# lustreglass vs lipglass?



## fadedillusions (Dec 25, 2008)

what is the difference between macs lustreglass and lipglass?


----------



## blindpassion (Dec 25, 2008)

They are a different formulation
I love the Lustreglass because they don't have a doe foot applicator, they have a brush applicator which in my opinion is much easier to control 
	

	
	
		
		

		
			





I find the lipglasses sticky at times, but still beautiful. 
I prefer lustreglasses, they glide on smoother in my opinion.


----------



## prncezz (Dec 25, 2008)

Lipglasses have a more thicker formula in my opinon. I also think they are more pigmented. I like wearing them on their own.

I really like wearing lustreglasses over lipsticks! Especially where they have a brush applicator.. it makes it easier to apply.


----------



## erine1881 (Dec 26, 2008)

lipglasses are thicker in consistancy, have more color payoff, are tackier, have a doe-foot applicator, and last longer on the lips.

lustreglasses are thinner in consistancy, sheerer in color payoff and shinier (sparkley), not as tacky, have a brush applicator, and don't last as long as lipglass on the lips.


----------



## prncezz (Dec 26, 2008)

yes, what erine said! very good description


----------



## MissResha (Dec 26, 2008)

erine is dead on. i love them both lol, but i prefer lustreglasses. lipglasses are also cheaper lol.


----------



## darkishstar (Dec 26, 2008)

Quote:

   Originally Posted by *MissResha* 

 
_erine is dead on. i love them both lol, but i prefer lustreglasses. lipglasses are also cheaper lol._

 
They're the same price. Hahahah. $14 for lustreglass and $14 to lipglass.

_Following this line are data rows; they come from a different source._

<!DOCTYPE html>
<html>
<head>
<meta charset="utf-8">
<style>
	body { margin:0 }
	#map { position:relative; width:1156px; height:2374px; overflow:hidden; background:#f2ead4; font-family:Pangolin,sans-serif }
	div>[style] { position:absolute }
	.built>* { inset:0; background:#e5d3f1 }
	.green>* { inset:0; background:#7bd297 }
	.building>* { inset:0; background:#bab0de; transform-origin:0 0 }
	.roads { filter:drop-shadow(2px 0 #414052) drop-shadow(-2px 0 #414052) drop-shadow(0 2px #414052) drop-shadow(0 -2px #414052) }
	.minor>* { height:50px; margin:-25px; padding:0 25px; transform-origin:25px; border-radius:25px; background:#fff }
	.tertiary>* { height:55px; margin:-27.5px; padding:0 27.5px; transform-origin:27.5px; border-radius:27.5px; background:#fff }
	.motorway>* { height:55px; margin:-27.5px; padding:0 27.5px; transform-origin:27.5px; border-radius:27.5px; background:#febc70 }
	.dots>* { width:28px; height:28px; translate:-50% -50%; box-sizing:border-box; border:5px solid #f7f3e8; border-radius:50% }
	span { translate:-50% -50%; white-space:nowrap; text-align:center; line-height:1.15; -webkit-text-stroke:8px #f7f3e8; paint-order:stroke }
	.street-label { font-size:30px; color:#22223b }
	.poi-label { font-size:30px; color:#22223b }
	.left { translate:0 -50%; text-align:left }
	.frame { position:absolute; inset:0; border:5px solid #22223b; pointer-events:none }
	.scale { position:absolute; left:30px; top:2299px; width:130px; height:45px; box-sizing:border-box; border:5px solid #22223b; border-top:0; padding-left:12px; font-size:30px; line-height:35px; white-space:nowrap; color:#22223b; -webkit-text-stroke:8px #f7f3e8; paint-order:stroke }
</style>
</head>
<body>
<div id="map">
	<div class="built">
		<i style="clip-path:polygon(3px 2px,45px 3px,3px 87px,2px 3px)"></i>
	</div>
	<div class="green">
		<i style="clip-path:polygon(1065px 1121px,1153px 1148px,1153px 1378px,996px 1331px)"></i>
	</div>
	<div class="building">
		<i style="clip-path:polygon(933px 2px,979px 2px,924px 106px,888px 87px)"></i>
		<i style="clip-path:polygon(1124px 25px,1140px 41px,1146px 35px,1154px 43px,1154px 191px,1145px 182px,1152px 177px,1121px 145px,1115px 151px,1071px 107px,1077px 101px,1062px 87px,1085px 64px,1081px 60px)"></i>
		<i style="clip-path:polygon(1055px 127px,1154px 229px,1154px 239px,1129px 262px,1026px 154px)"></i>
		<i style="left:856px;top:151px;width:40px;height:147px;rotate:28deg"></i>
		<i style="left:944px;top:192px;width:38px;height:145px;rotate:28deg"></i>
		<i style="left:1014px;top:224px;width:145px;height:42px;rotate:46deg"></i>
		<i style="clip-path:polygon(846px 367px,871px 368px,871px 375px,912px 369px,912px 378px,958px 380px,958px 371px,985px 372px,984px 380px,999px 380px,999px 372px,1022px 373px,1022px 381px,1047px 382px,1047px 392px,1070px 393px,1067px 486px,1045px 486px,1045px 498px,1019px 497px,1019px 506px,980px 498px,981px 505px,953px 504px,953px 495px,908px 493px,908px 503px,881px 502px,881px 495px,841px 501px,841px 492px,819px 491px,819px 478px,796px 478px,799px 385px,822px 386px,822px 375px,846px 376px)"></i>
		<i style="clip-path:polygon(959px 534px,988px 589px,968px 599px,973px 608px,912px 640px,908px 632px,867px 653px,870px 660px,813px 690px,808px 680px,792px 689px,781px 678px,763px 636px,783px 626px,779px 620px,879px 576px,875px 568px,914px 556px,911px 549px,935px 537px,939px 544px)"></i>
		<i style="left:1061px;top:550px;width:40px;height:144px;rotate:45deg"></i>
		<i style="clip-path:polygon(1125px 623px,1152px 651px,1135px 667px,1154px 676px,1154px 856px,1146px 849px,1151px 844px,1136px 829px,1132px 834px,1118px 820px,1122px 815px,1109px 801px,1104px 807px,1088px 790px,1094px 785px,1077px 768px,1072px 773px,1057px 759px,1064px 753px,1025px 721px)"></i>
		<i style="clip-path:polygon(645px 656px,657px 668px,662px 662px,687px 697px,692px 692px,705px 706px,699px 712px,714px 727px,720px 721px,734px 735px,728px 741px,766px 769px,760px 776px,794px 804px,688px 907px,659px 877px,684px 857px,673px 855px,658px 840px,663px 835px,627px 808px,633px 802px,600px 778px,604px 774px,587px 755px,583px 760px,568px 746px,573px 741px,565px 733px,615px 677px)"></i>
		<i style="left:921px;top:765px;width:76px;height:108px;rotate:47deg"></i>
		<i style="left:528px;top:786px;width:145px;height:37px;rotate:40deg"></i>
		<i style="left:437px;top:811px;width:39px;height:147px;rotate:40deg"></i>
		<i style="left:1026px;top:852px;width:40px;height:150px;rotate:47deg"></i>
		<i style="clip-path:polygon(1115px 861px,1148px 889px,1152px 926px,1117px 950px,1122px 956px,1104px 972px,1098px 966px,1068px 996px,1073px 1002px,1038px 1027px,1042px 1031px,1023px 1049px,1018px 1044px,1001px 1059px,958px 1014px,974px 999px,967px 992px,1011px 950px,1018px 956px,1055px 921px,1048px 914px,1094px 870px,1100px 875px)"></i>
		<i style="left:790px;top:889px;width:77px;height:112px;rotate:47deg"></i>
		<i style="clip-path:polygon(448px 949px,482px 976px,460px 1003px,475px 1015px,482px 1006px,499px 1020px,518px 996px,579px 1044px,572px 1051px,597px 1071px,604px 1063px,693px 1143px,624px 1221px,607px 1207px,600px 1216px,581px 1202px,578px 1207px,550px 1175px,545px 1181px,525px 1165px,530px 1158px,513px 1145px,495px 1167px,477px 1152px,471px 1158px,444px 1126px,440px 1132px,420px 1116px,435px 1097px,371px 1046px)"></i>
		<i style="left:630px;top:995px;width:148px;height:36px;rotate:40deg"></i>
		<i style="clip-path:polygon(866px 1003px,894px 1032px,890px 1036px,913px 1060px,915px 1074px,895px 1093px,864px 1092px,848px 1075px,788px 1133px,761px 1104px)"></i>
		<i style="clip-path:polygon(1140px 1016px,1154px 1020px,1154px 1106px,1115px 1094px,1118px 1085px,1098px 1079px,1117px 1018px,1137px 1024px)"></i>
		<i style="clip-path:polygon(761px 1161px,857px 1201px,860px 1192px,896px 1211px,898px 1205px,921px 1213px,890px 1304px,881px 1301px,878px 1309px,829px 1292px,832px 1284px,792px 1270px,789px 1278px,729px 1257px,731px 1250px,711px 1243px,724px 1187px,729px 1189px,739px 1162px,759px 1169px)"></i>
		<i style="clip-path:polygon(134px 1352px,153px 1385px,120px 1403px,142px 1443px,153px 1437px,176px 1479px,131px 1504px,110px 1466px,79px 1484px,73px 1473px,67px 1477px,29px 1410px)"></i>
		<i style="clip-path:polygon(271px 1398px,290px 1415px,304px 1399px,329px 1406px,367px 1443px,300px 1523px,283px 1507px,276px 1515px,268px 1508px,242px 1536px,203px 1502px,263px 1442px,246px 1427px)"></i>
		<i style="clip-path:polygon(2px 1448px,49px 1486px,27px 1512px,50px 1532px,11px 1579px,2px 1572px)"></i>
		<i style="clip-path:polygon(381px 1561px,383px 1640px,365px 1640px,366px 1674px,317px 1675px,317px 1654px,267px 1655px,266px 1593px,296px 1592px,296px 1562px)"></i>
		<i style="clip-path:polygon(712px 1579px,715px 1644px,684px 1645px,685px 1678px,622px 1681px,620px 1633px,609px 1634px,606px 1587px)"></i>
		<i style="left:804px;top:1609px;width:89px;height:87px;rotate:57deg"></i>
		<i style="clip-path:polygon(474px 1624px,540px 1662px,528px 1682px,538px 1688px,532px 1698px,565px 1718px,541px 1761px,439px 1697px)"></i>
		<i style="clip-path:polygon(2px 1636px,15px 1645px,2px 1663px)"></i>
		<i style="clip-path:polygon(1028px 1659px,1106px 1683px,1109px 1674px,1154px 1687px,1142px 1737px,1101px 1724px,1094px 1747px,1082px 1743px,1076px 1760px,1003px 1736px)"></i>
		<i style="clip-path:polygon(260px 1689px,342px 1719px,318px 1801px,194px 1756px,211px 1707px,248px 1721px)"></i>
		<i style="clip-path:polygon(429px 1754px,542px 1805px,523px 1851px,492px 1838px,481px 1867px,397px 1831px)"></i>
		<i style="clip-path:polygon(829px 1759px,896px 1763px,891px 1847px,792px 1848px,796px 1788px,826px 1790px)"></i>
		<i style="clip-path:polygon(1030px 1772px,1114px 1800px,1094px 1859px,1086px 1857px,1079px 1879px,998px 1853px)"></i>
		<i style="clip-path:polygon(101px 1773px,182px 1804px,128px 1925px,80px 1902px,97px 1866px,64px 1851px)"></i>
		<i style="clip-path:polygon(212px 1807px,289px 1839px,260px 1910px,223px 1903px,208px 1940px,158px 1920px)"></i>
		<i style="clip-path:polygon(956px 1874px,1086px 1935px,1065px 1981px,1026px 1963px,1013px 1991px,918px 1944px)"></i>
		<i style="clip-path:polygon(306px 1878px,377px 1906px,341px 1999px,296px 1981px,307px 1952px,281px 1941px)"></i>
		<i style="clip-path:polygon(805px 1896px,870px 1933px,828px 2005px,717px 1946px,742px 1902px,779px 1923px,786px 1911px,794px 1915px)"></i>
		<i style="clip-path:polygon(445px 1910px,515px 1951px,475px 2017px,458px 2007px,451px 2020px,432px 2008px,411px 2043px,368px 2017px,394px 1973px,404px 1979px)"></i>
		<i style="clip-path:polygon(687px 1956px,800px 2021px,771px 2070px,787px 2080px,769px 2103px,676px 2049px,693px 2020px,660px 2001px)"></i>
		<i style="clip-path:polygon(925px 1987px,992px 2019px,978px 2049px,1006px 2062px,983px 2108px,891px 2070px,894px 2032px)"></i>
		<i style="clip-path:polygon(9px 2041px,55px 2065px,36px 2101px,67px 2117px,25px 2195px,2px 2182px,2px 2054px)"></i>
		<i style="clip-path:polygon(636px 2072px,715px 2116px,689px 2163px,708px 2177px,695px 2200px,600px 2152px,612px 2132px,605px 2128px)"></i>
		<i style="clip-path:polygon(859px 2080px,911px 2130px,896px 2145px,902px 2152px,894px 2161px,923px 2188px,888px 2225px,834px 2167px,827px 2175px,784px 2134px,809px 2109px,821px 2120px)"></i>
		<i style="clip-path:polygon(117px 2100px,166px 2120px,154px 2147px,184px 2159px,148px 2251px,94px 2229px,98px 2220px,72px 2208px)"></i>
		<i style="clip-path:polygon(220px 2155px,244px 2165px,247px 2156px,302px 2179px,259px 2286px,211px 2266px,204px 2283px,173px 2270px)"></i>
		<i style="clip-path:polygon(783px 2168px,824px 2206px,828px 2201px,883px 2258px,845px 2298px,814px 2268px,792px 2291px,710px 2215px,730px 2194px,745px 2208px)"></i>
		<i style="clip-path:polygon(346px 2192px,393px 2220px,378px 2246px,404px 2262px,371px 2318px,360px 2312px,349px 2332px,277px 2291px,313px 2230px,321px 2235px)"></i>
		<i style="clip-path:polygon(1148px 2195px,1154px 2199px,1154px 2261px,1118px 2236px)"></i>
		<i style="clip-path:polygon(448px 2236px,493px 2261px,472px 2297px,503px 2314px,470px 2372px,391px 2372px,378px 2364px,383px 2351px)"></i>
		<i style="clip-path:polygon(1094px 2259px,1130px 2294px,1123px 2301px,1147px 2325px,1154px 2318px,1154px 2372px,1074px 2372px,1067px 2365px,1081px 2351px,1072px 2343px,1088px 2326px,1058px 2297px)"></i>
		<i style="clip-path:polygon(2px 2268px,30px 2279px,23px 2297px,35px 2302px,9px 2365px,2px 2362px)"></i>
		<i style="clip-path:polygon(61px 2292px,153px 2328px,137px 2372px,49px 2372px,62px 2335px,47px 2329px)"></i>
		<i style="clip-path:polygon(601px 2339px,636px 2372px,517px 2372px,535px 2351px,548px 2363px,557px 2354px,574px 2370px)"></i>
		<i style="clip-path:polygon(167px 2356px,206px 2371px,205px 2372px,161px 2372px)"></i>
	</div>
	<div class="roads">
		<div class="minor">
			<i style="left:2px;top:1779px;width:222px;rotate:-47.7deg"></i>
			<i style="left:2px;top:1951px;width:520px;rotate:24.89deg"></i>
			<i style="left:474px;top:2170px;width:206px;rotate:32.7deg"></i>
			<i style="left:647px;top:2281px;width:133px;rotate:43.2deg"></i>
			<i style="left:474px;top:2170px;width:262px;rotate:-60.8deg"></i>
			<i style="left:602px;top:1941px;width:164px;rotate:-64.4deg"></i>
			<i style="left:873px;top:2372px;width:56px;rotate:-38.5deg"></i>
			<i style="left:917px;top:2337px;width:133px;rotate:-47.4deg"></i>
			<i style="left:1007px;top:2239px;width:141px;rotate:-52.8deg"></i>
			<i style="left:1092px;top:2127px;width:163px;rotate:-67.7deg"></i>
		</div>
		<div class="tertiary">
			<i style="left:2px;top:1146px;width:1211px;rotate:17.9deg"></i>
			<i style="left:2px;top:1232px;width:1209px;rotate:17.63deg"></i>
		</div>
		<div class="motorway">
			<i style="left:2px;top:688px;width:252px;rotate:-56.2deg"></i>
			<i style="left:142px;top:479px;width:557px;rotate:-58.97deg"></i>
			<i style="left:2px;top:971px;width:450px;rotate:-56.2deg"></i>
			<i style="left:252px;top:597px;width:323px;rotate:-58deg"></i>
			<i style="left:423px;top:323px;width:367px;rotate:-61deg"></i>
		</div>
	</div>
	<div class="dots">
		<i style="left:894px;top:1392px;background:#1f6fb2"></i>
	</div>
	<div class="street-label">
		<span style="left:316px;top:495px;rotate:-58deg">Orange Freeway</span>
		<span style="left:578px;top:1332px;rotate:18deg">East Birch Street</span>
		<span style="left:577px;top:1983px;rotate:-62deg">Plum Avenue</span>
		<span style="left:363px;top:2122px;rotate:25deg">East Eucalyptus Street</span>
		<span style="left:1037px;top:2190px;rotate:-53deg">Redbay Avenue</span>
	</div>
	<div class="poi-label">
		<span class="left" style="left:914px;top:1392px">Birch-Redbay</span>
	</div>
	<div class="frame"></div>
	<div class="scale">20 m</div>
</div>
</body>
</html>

For plushglass, it's more expensive.
Dazzleglass is more expensive too.


----------



## sambibabe (Dec 26, 2008)

Ditto erine! Lusterglasses are more *bling bling* for sure.. If you want a transparent application with pearls, then I would go with Lustreglass. If I want to wear lipgloss alone with more color pay-off, then I would wear lipglass, which has more creamy texture in my opinion.


----------



## MissResha (Dec 26, 2008)

Quote:

   Originally Posted by *darkishstar* 

 
_They're the same price. Hahahah. $14 for lustreglass and $14 to lipglass.

For plushglass, it's more expensive.
Dazzleglass is more expensive too._

 


ahhh you're right! i got them confused with plushglass LOL. oops! but yea, plushglass is what i was thinking. thanks!


----------



## fadedillusions (Dec 26, 2008)

now what are plushglass and dazzle glasses? lol
thank you all!!!


----------



## erine1881 (Dec 27, 2008)

Quote:

   Originally Posted by *fadedillusions* 

 
_now what are plushglass and dazzle glasses? lol
thank you all!!!_

 
plush-sheer, shiny (some with a bit of sparkle), not very tacky, lip plumping (a bit tingly-with lemon and licorice extract to cool and vanillyl butyl ether to warm).

dazzle-somewhat sheer, very shiny and glittery (contains actual reflects glitter), tacky, HEAVEN!!!


----------



## ductapemyheartt (Dec 27, 2008)

lustreglass=pantyhose.
lipglass=tights.


----------